***** Input records
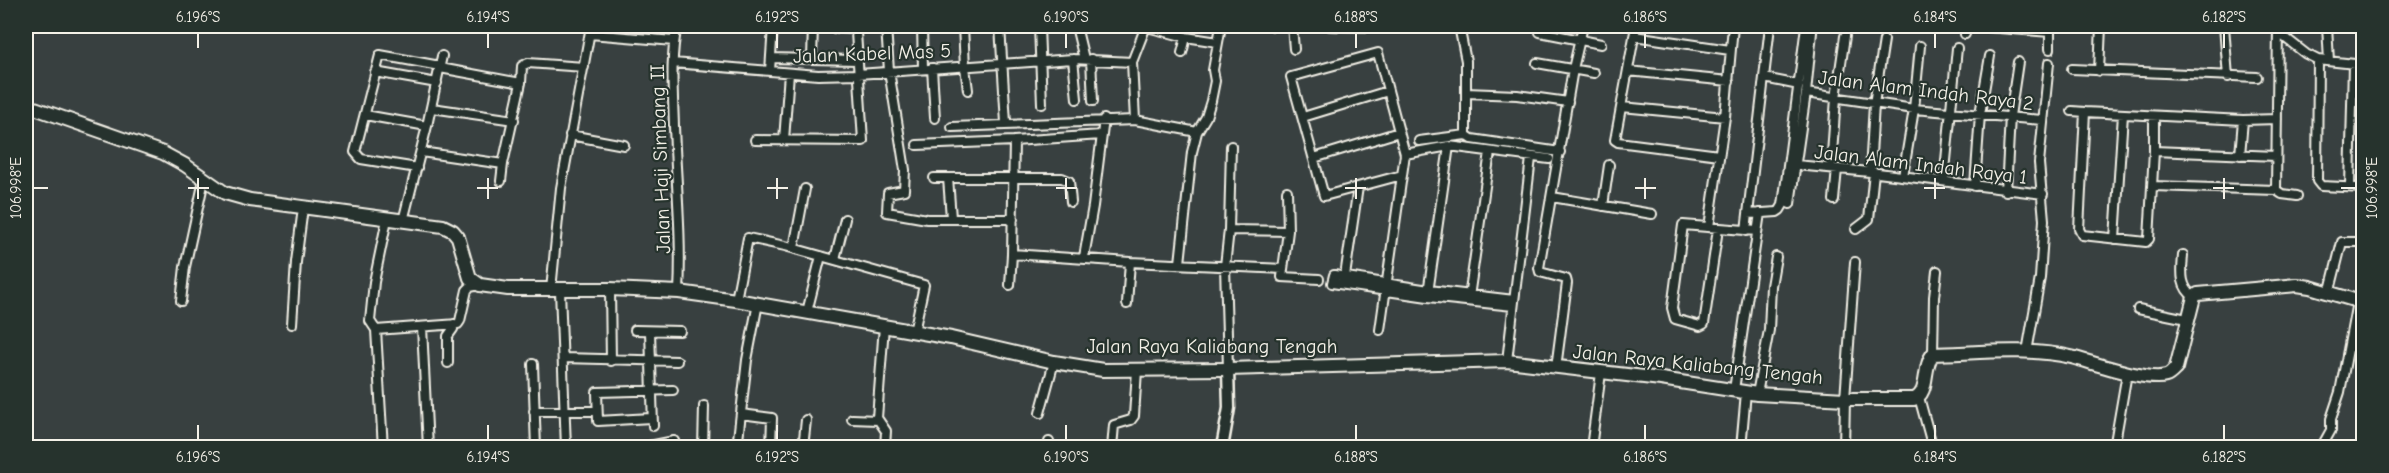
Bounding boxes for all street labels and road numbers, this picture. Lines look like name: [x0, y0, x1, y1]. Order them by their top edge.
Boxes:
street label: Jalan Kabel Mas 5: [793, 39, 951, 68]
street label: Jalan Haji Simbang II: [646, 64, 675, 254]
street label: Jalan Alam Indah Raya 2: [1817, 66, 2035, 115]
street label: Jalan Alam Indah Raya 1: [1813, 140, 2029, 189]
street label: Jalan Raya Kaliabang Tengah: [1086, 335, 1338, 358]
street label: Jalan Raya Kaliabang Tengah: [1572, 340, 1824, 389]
**********
Activity: Leave the pictures out and output all of the data verbatim.

Written solution:
Bounding boxes for all street labels and road numbers, this picture. Lines look like name: [x0, y0, x1, y1]. Order them by their top edge.
Boxes:
street label: Jalan Kabel Mas 5: [793, 39, 951, 68]
street label: Jalan Haji Simbang II: [646, 64, 675, 254]
street label: Jalan Alam Indah Raya 2: [1817, 66, 2035, 115]
street label: Jalan Alam Indah Raya 1: [1813, 140, 2029, 189]
street label: Jalan Raya Kaliabang Tengah: [1086, 335, 1338, 358]
street label: Jalan Raya Kaliabang Tengah: [1572, 340, 1824, 389]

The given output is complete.